_Your assignment_: In the listing below, how many lines hold "rows"? Give the number only.

_Data to process_:
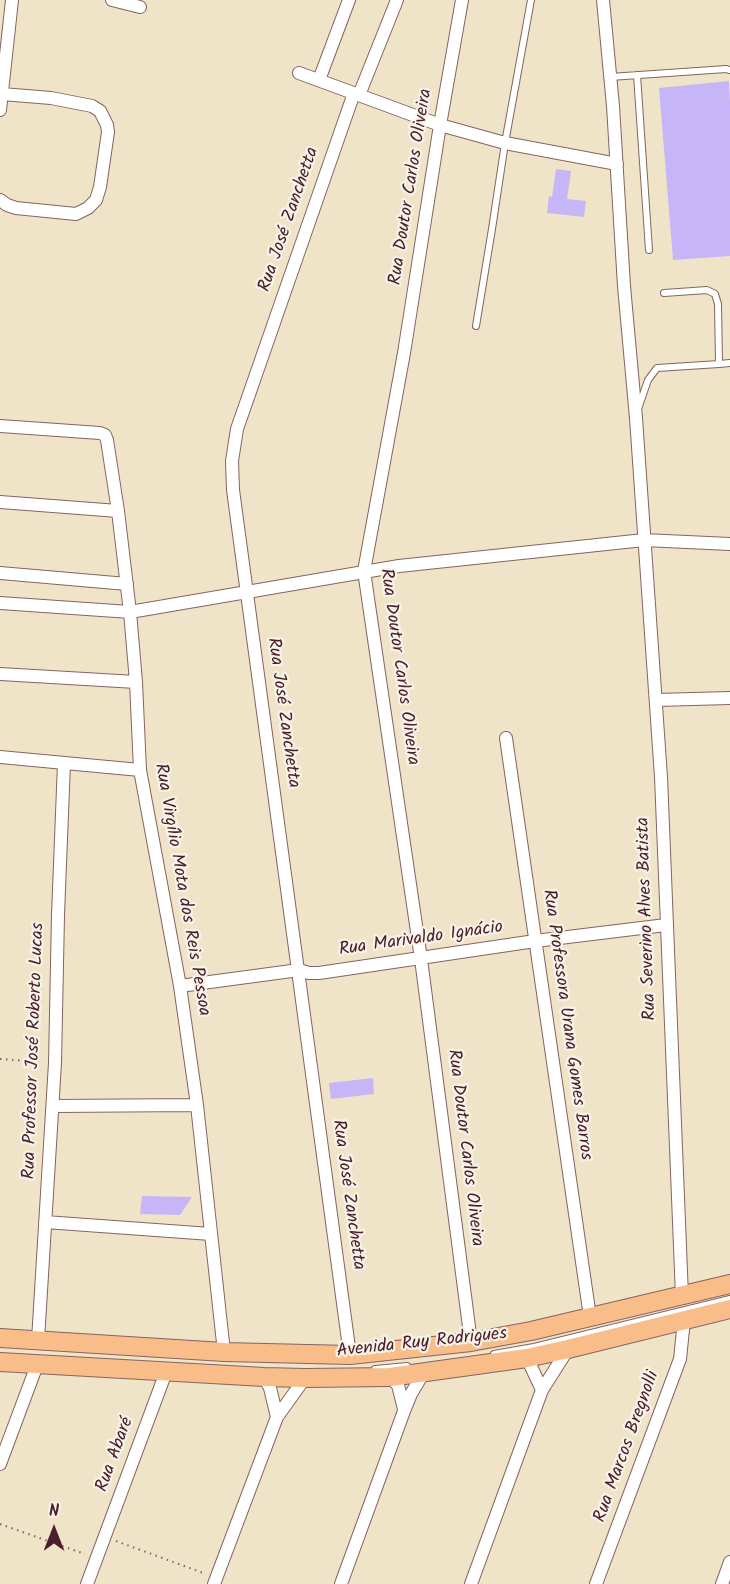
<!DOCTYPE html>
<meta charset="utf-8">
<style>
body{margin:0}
#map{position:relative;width:730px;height:1584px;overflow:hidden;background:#f0e4c8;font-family:Kalam,sans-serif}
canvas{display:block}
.north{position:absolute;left:24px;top:1500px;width:60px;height:60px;-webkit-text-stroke:4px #f7f3e8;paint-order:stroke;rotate:0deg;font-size:16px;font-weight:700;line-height:24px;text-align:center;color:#4a1f2b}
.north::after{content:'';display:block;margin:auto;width:21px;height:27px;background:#4a1f2b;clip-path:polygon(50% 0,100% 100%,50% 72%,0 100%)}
</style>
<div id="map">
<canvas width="730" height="1584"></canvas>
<div class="north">N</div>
</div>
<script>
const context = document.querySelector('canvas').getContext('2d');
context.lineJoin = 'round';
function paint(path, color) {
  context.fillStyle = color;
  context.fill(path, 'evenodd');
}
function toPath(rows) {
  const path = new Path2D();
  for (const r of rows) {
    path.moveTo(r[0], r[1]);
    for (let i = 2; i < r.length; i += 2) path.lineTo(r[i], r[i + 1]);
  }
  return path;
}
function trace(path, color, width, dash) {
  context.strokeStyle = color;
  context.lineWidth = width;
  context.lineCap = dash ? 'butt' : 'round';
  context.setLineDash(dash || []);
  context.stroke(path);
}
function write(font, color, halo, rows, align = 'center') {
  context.font = font + ' Kalam,sans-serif';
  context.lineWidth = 4.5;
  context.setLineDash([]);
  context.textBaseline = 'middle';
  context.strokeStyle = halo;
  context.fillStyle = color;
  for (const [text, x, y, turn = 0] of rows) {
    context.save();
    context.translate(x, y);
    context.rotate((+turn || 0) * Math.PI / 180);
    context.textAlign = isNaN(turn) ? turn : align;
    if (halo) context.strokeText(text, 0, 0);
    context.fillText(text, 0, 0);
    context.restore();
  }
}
paint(toPath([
 [729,81,730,101,730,256,673,260,659,88],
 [556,169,571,171,567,199,586,201,584,217,547,213,549,196,552,197],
 [373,1078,374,1094,331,1099,329,1083],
 [142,1196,192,1197,180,1215,140,1214]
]), '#c7b6f7');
const service = toPath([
 [637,75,649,250],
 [610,77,726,69,730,70],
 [476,326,492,229,505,143,531,0],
 [719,364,730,363],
 [638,409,648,380,657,368,719,364,718,304,715,294,707,290,664,293],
 [494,1354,534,1347,730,1299],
 [375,1369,407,1366]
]);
const minor = toPath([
 [112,0,140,7],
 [462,0,440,125,404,353,364,571,421,959,471,1342],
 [603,0,613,106,624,286,636,418,661,777,682,1296],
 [299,73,440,125,505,143,617,164],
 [319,80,349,0],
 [359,95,397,0],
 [0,110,12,0],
 [0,200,7,205,16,208,76,214,88,208,96,200,100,187,108,132,107,125,100,111,92,106,51,98,2,94],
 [0,426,100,433,105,435,107,440,118,511,130,612,136,682,140,770,180,986,197,1105,224,1352],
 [0,502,118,511],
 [0,573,127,584],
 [0,603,130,612,399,566,644,540,730,544],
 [0,674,136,682],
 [656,700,730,698],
 [506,738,590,1317],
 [0,757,140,770],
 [180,986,299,970,309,973,319,973,535,941,666,925],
 [53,1106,197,1105],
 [45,1222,211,1234],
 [38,1340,55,1063,58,915,64,763],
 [350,1355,233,490,232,461,237,429,354,93],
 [527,1358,542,1390],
 [264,1377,270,1388,277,1417],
 [390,1377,398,1385,404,1409],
 [0,1464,37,1365],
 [87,1584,166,1372],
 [214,1584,277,1417,305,1378],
 [341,1584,404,1411,411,1394,424,1372],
 [471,1584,542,1390,568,1349],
 [596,1584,680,1359,684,1320],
 [722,1584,730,1562]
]);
const primary = toPath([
 [0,1338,224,1352,350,1355,471,1342,531,1331,730,1284],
 [0,1362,264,1377,305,1378,390,1377,527,1358,568,1349,730,1309]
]);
trace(service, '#846462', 8);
trace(minor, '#846462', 14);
trace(primary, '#846462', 20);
trace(toPath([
 [0,1059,42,1062],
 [0,1524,85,1554],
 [116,1541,206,1574]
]), '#846462', 2, [1.5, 4.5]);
trace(service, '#fff', 6);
trace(minor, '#fff', 12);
trace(primary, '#f8bd89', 18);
write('18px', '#4a1f2b', '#f7f3e8', [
 ["Rua Doutor Carlos Oliveira",412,187,-81],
 ["Rua José Zanchetta",290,220,-71],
 ["Rua Doutor Carlos Oliveira",398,667,82],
 ["Rua José Zanchetta",282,713,82],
 ["Rua Virgílio Mota dos Reis Pessoa",181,890,80],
 ["Rua Severino Alves Batista",648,919,-92],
 ["Rua Marivaldo Ignácio",421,940,-8],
 ["Rua Professora Urana Gomes Barros",566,1025,82],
 ["Rua Professor José Roberto Lucas",35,1051,-88],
 ["Rua Doutor Carlos Oliveira",464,1148,83],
 ["Rua José Zanchetta",347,1195,82],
 ["Avenida Ruy Rodrigues",422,1344,-6],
 ["Rua Marcos Bregnolli",628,1447,-70],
 ["Rua Abaré",116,1455,-70]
]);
</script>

_Output_: 4